§ **Work item**
In this exercise, the entries below are to be transcribed exactly, line by line.

----

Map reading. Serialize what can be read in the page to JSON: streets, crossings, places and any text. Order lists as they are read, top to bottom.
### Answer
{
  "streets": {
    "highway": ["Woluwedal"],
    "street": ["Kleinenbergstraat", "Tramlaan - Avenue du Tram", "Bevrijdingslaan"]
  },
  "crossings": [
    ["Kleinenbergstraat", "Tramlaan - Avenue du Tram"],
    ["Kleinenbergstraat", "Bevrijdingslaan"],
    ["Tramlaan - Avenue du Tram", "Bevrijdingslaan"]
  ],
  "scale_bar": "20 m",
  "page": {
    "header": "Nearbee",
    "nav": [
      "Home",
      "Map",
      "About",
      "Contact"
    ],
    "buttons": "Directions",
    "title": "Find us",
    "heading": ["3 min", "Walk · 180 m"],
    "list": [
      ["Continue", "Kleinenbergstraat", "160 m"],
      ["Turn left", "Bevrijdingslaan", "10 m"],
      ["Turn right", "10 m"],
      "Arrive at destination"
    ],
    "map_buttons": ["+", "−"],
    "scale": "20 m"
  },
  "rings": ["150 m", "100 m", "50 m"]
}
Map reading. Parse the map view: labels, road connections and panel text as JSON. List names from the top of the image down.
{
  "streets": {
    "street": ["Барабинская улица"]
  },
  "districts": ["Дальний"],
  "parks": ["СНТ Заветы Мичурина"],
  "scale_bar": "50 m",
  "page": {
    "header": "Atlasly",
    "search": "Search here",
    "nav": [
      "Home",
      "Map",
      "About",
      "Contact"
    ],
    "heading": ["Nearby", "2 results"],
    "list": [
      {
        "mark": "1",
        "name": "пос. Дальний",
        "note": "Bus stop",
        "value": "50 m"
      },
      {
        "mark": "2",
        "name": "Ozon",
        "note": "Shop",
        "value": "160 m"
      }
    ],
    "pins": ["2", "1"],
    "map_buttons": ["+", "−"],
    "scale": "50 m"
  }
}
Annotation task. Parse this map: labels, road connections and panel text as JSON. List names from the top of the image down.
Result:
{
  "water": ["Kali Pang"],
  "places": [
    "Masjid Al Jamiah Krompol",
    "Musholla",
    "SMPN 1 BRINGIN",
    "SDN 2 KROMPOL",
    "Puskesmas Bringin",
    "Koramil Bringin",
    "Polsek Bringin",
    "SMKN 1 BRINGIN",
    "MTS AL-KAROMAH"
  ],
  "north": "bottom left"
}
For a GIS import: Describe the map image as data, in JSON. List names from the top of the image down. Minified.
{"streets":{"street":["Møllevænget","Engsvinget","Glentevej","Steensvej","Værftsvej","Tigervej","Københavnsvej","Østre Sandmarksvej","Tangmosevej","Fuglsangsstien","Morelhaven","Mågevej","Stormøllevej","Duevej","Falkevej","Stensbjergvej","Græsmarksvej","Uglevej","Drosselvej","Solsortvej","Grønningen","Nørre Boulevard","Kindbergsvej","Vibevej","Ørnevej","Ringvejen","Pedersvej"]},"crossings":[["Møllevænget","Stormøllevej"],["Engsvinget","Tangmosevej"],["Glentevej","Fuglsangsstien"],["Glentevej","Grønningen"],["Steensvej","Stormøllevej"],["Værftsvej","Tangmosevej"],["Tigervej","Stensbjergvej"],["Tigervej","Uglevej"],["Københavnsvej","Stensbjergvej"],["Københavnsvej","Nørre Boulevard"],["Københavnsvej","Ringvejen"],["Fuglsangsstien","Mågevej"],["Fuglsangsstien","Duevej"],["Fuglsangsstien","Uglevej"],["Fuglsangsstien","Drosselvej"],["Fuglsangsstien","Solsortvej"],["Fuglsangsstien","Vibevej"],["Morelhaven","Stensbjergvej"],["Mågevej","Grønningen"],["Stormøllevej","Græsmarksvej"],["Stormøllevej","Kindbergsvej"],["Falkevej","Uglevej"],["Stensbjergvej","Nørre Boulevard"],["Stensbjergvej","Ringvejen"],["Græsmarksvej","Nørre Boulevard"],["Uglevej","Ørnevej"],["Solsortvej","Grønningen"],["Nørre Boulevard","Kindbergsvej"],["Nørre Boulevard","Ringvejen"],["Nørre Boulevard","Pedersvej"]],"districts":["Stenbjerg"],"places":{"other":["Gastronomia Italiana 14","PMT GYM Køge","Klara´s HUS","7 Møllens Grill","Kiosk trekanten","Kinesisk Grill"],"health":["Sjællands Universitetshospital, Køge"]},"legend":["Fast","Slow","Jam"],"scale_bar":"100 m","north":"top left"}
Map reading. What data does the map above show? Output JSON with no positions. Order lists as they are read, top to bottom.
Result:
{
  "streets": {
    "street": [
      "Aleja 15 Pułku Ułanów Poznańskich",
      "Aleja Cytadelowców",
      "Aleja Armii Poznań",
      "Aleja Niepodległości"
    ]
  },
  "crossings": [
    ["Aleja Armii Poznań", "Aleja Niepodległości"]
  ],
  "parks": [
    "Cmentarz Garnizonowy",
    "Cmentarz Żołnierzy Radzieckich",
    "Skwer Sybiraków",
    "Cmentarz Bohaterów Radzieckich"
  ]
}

----

§ **Exercise output**
Map reading. Serialize what can be read in the page to JSON: streets, crossings, places and any text. Order lists as they are read, top to bottom.
### Answer
{
  "streets": {
    "highway": ["Woluwedal"],
    "street": ["Kleinenbergstraat", "Tramlaan - Avenue du Tram", "Bevrijdingslaan"]
  },
  "crossings": [
    ["Kleinenbergstraat", "Tramlaan - Avenue du Tram"],
    ["Kleinenbergstraat", "Bevrijdingslaan"],
    ["Tramlaan - Avenue du Tram", "Bevrijdingslaan"]
  ],
  "scale_bar": "20 m",
  "page": {
    "header": "Nearbee",
    "nav": [
      "Home",
      "Map",
      "About",
      "Contact"
    ],
    "buttons": "Directions",
    "title": "Find us",
    "heading": ["3 min", "Walk · 180 m"],
    "list": [
      ["Continue", "Kleinenbergstraat", "160 m"],
      ["Turn left", "Bevrijdingslaan", "10 m"],
      ["Turn right", "10 m"],
      "Arrive at destination"
    ],
    "map_buttons": ["+", "−"],
    "scale": "20 m"
  },
  "rings": ["150 m", "100 m", "50 m"]
}
Map reading. Parse the map view: labels, road connections and panel text as JSON. List names from the top of the image down.
{
  "streets": {
    "street": ["Барабинская улица"]
  },
  "districts": ["Дальний"],
  "parks": ["СНТ Заветы Мичурина"],
  "scale_bar": "50 m",
  "page": {
    "header": "Atlasly",
    "search": "Search here",
    "nav": [
      "Home",
      "Map",
      "About",
      "Contact"
    ],
    "heading": ["Nearby", "2 results"],
    "list": [
      {
        "mark": "1",
        "name": "пос. Дальний",
        "note": "Bus stop",
        "value": "50 m"
      },
      {
        "mark": "2",
        "name": "Ozon",
        "note": "Shop",
        "value": "160 m"
      }
    ],
    "pins": ["2", "1"],
    "map_buttons": ["+", "−"],
    "scale": "50 m"
  }
}
Annotation task. Parse this map: labels, road connections and panel text as JSON. List names from the top of the image down.
Result:
{
  "water": ["Kali Pang"],
  "places": [
    "Masjid Al Jamiah Krompol",
    "Musholla",
    "SMPN 1 BRINGIN",
    "SDN 2 KROMPOL",
    "Puskesmas Bringin",
    "Koramil Bringin",
    "Polsek Bringin",
    "SMKN 1 BRINGIN",
    "MTS AL-KAROMAH"
  ],
  "north": "bottom left"
}
For a GIS import: Describe the map image as data, in JSON. List names from the top of the image down. Minified.
{"streets":{"street":["Møllevænget","Engsvinget","Glentevej","Steensvej","Værftsvej","Tigervej","Københavnsvej","Østre Sandmarksvej","Tangmosevej","Fuglsangsstien","Morelhaven","Mågevej","Stormøllevej","Duevej","Falkevej","Stensbjergvej","Græsmarksvej","Uglevej","Drosselvej","Solsortvej","Grønningen","Nørre Boulevard","Kindbergsvej","Vibevej","Ørnevej","Ringvejen","Pedersvej"]},"crossings":[["Møllevænget","Stormøllevej"],["Engsvinget","Tangmosevej"],["Glentevej","Fuglsangsstien"],["Glentevej","Grønningen"],["Steensvej","Stormøllevej"],["Værftsvej","Tangmosevej"],["Tigervej","Stensbjergvej"],["Tigervej","Uglevej"],["Københavnsvej","Stensbjergvej"],["Københavnsvej","Nørre Boulevard"],["Københavnsvej","Ringvejen"],["Fuglsangsstien","Mågevej"],["Fuglsangsstien","Duevej"],["Fuglsangsstien","Uglevej"],["Fuglsangsstien","Drosselvej"],["Fuglsangsstien","Solsortvej"],["Fuglsangsstien","Vibevej"],["Morelhaven","Stensbjergvej"],["Mågevej","Grønningen"],["Stormøllevej","Græsmarksvej"],["Stormøllevej","Kindbergsvej"],["Falkevej","Uglevej"],["Stensbjergvej","Nørre Boulevard"],["Stensbjergvej","Ringvejen"],["Græsmarksvej","Nørre Boulevard"],["Uglevej","Ørnevej"],["Solsortvej","Grønningen"],["Nørre Boulevard","Kindbergsvej"],["Nørre Boulevard","Ringvejen"],["Nørre Boulevard","Pedersvej"]],"districts":["Stenbjerg"],"places":{"other":["Gastronomia Italiana 14","PMT GYM Køge","Klara´s HUS","7 Møllens Grill","Kiosk trekanten","Kinesisk Grill"],"health":["Sjællands Universitetshospital, Køge"]},"legend":["Fast","Slow","Jam"],"scale_bar":"100 m","north":"top left"}
Map reading. What data does the map above show? Output JSON with no positions. Order lists as they are read, top to bottom.
Result:
{
  "streets": {
    "street": [
      "Aleja 15 Pułku Ułanów Poznańskich",
      "Aleja Cytadelowców",
      "Aleja Armii Poznań",
      "Aleja Niepodległości"
    ]
  },
  "crossings": [
    ["Aleja Armii Poznań", "Aleja Niepodległości"]
  ],
  "parks": [
    "Cmentarz Garnizonowy",
    "Cmentarz Żołnierzy Radzieckich",
    "Skwer Sybiraków",
    "Cmentarz Bohaterów Radzieckich"
  ]
}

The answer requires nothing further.